Le monde de la culture n’est épargné ni par les inégalités professionnelles, ni par les violences sexistes et sexuelles, comme l’ont mis en évidence #MeToo et, dernièrement encore, les mobilisations autour de Judith Godrèche. De plus, qu’il s’agisse des mondes du cinéma, de l’art, de l’architecture, du spectacle vivant, des médias ou du patrimoine, un fonctionnement sexiste continue de produire des inégalités professionnelles. Le ministère de la Culture est pourtant resté bien longtemps indifférent à ces constats, établis dès les années 2000. C’est seulement par la mission confiée à Agnès Saal, en 2018, qu’il a réellement entamé une politique volontariste correctrice des inégalités.
Beaucoup reste à faire, mais des progrès importants sont à souligner : nombre de financements du ministère sont aujourd’hui conditionnés au respect de l’égalité des sexes, les directions des institutions culturelles comptent de plus en plus de femmes, les postes de direction de l’administration culturelle se féminisent, les dispositifs de lutte contre les violences sexistes et sexuelles se sont multipliés.
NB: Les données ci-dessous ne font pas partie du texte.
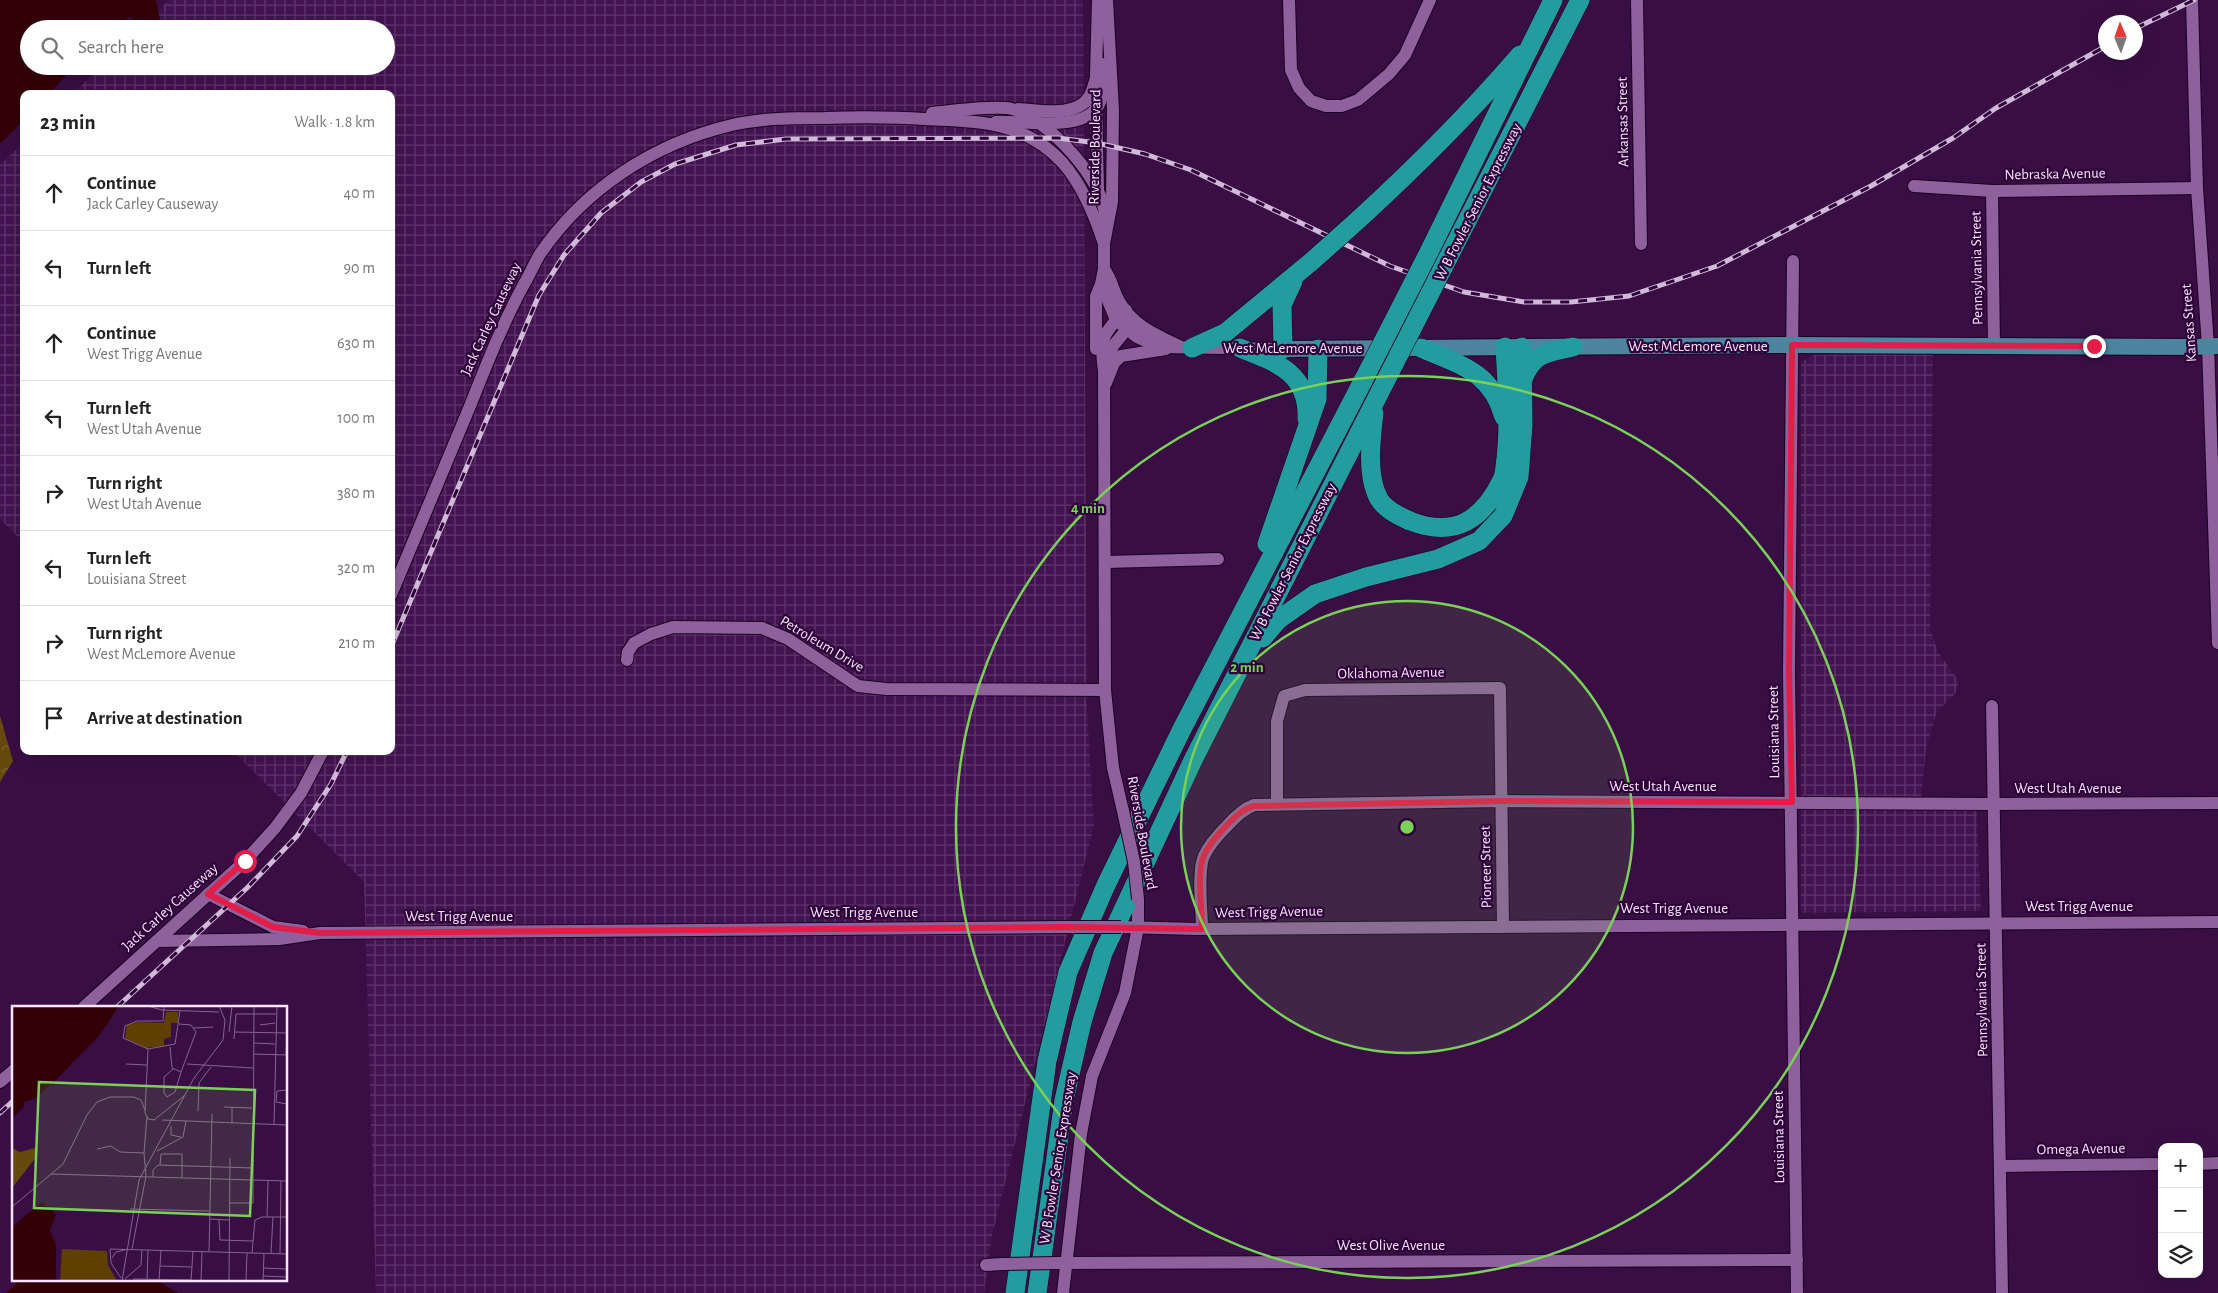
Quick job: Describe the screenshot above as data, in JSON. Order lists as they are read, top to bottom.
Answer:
{
  "streets": {
    "highway": ["W B Fowler Senior Expressway"],
    "main road": ["West McLemore Avenue"],
    "street": [
      "Arkansas Street",
      "Riverside Boulevard",
      "Nebraska Avenue",
      "Pennsylvania Street",
      "Jack Carley Causeway",
      "Kansas Street",
      "Petroleum Drive",
      "Oklahoma Avenue",
      "Louisiana Street",
      "West Utah Avenue",
      "Pioneer Street",
      "West Trigg Avenue",
      "Omega Avenue",
      "West Olive Avenue"
    ]
  },
  "crossings": [
    ["Riverside Boulevard", "Jack Carley Causeway"],
    ["Riverside Boulevard", "West McLemore Avenue"],
    ["Riverside Boulevard", "Petroleum Drive"],
    ["Riverside Boulevard", "West Trigg Avenue"],
    ["Riverside Boulevard", "West Olive Avenue"],
    ["Nebraska Avenue", "Pennsylvania Street"],
    ["Nebraska Avenue", "Kansas Street"],
    ["Pennsylvania Street", "West McLemore Avenue"],
    ["Pennsylvania Street", "West Utah Avenue"],
    ["Pennsylvania Street", "West Trigg Avenue"],
    ["Pennsylvania Street", "Omega Avenue"],
    ["Kansas Street", "West McLemore Avenue"],
    ["West McLemore Avenue", "Louisiana Street"],
    ["Oklahoma Avenue", "West Utah Avenue"],
    ["Oklahoma Avenue", "Pioneer Street"],
    ["Louisiana Street", "West Utah Avenue"],
    ["Louisiana Street", "West Trigg Avenue"],
    ["Louisiana Street", "West Olive Avenue"],
    ["West Utah Avenue", "Pioneer Street"],
    ["West Utah Avenue", "West Trigg Avenue"],
    ["Pioneer Street", "West Trigg Avenue"]
  ],
  "north": "top",
  "page": {
    "search": "Search here",
    "heading": ["23 min", "Walk · 1.8 km"],
    "list": [
      ["Continue", "Jack Carley Causeway", "40 m"],
      ["Turn left", "90 m"],
      ["Continue", "West Trigg Avenue", "630 m"],
      ["Turn left", "West Utah Avenue", "100 m"],
      ["Turn right", "West Utah Avenue", "380 m"],
      ["Turn left", "Louisiana Street", "320 m"],
      ["Turn right", "West McLemore Avenue", "210 m"],
      "Arrive at destination"
    ],
    "map_buttons": ["+", "−"]
  },
  "rings": ["4 min", "2 min"]
}
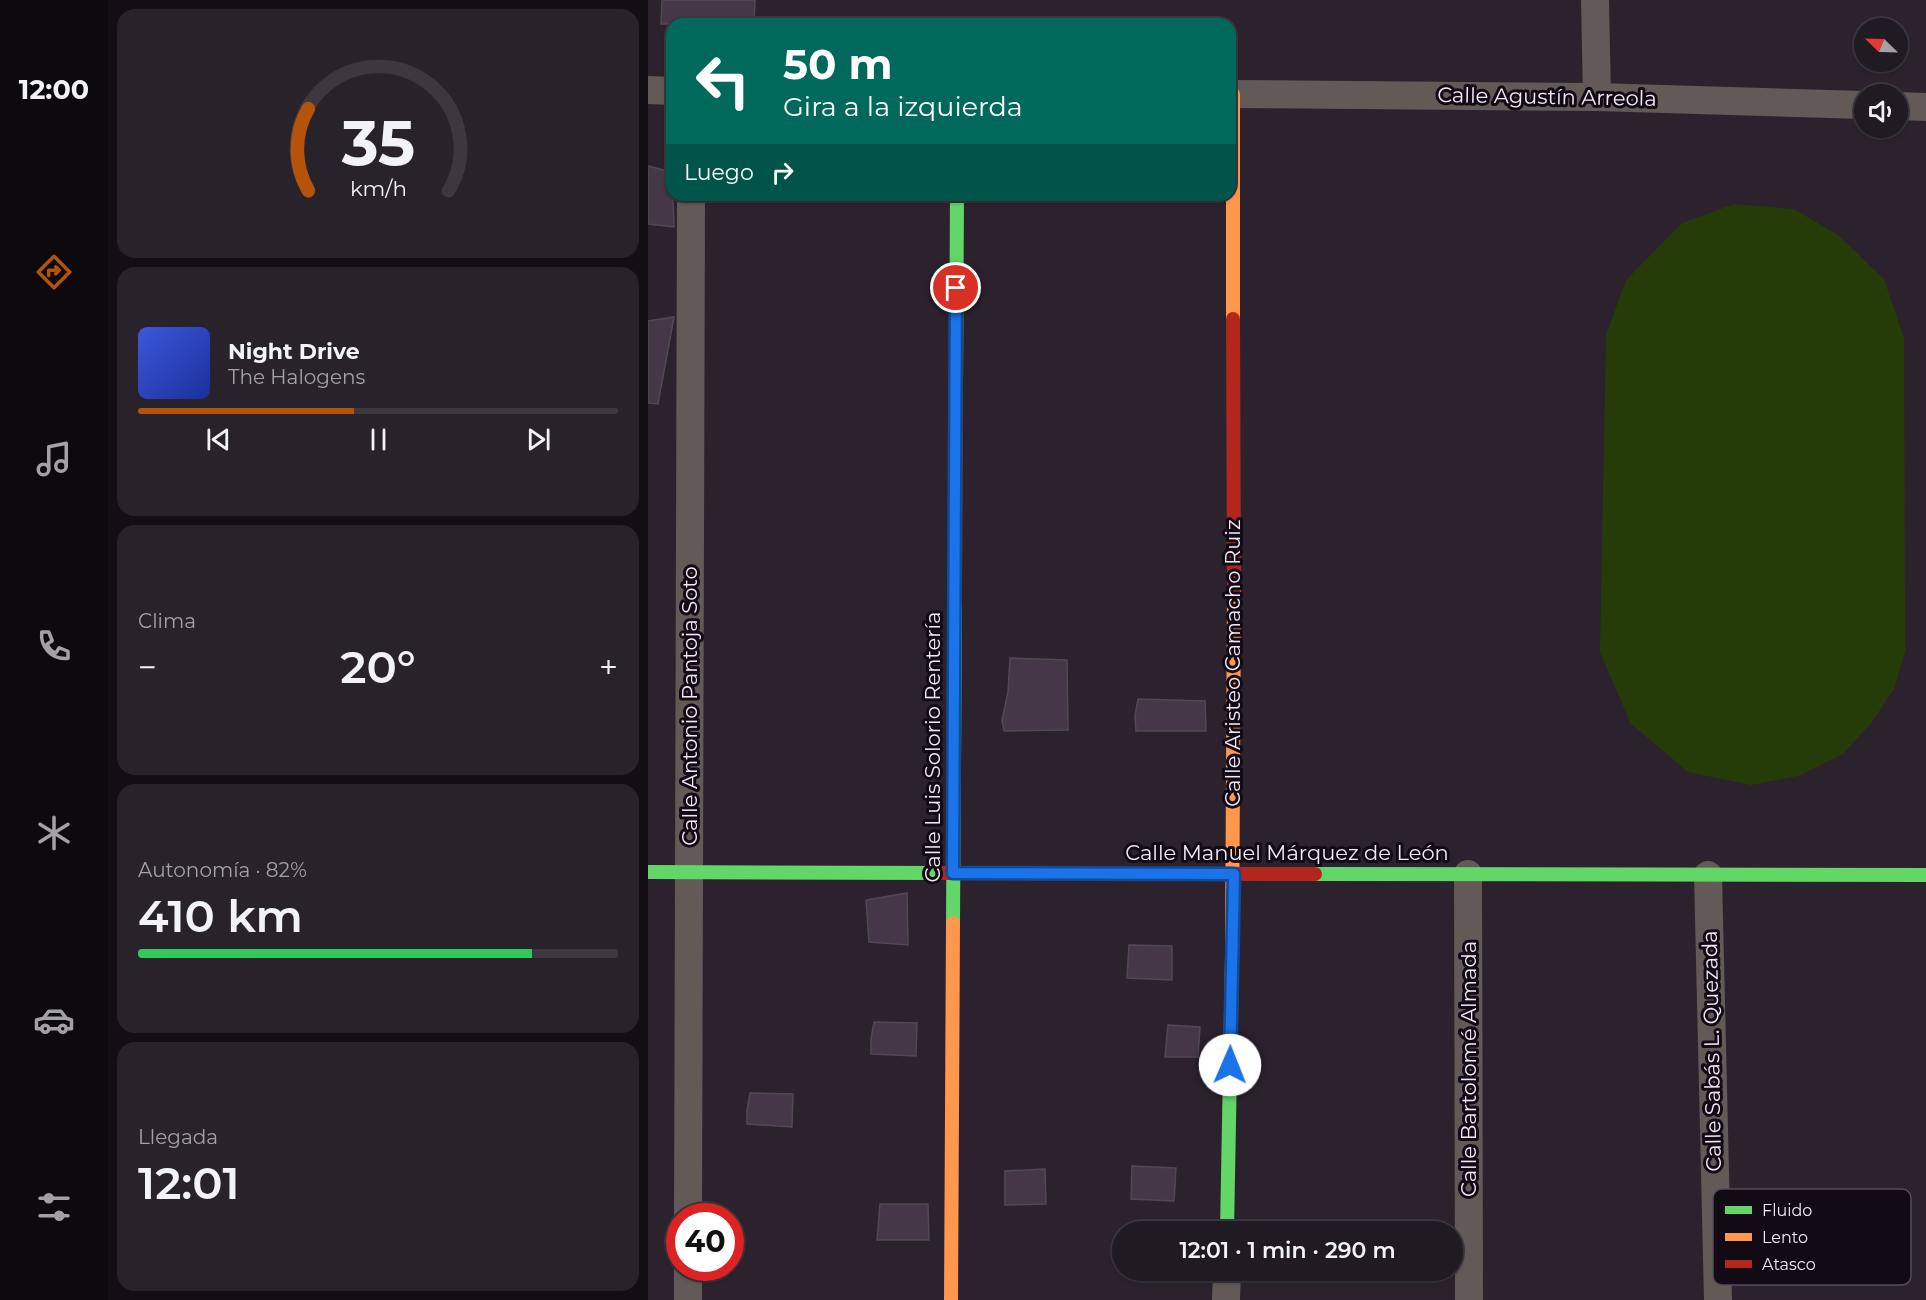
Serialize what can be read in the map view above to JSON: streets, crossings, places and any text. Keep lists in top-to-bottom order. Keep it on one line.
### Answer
{"streets":{"street":["Calle Agustín Arreola","Calle Aristeo Camacho Ruiz","Calle Antonio Pantoja Soto","Calle Luis Solorio Rentería","Calle Manuel Márquez de León","Calle Sabás L. Quezada","Calle Bartolomé Almada"]},"crossings":[["Calle Aristeo Camacho Ruiz","Calle Manuel Márquez de León"],["Calle Antonio Pantoja Soto","Calle Manuel Márquez de León"],["Calle Luis Solorio Rentería","Calle Manuel Márquez de León"],["Calle Manuel Márquez de León","Calle Sabás L. Quezada"],["Calle Manuel Márquez de León","Calle Bartolomé Almada"]],"legend":["Fluido","Lento","Atasco"],"north":"top left","page":{"tabs":"12:00","turn":["50 m","Gira a la izquierda"],"then":"Luego","song":["Night Drive","The Halogens"],"tile":["Clima",["Autonomía · 82%","410 km"],["Llegada","12:01"]],"heat":["−","20°","+"],"limit":"40","trip":"12:01 · 1 min · 290 m","gauge":["35","km/h"]}}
En écartant la haute fonctionnaire qui incarne ces avancées, le gouvernement attaque directement les politiques de lutte contre les discriminations et les inégalités. Si l’extrême droite devait prendre le pouvoir, elle aurait ainsi la voie libre pour mettre fin à des politiques auxquelles elle s’oppose obstinément, et porter un coup d’arrêt à la progression de l’égalité et à la lutte contre les discriminations de tous ordres.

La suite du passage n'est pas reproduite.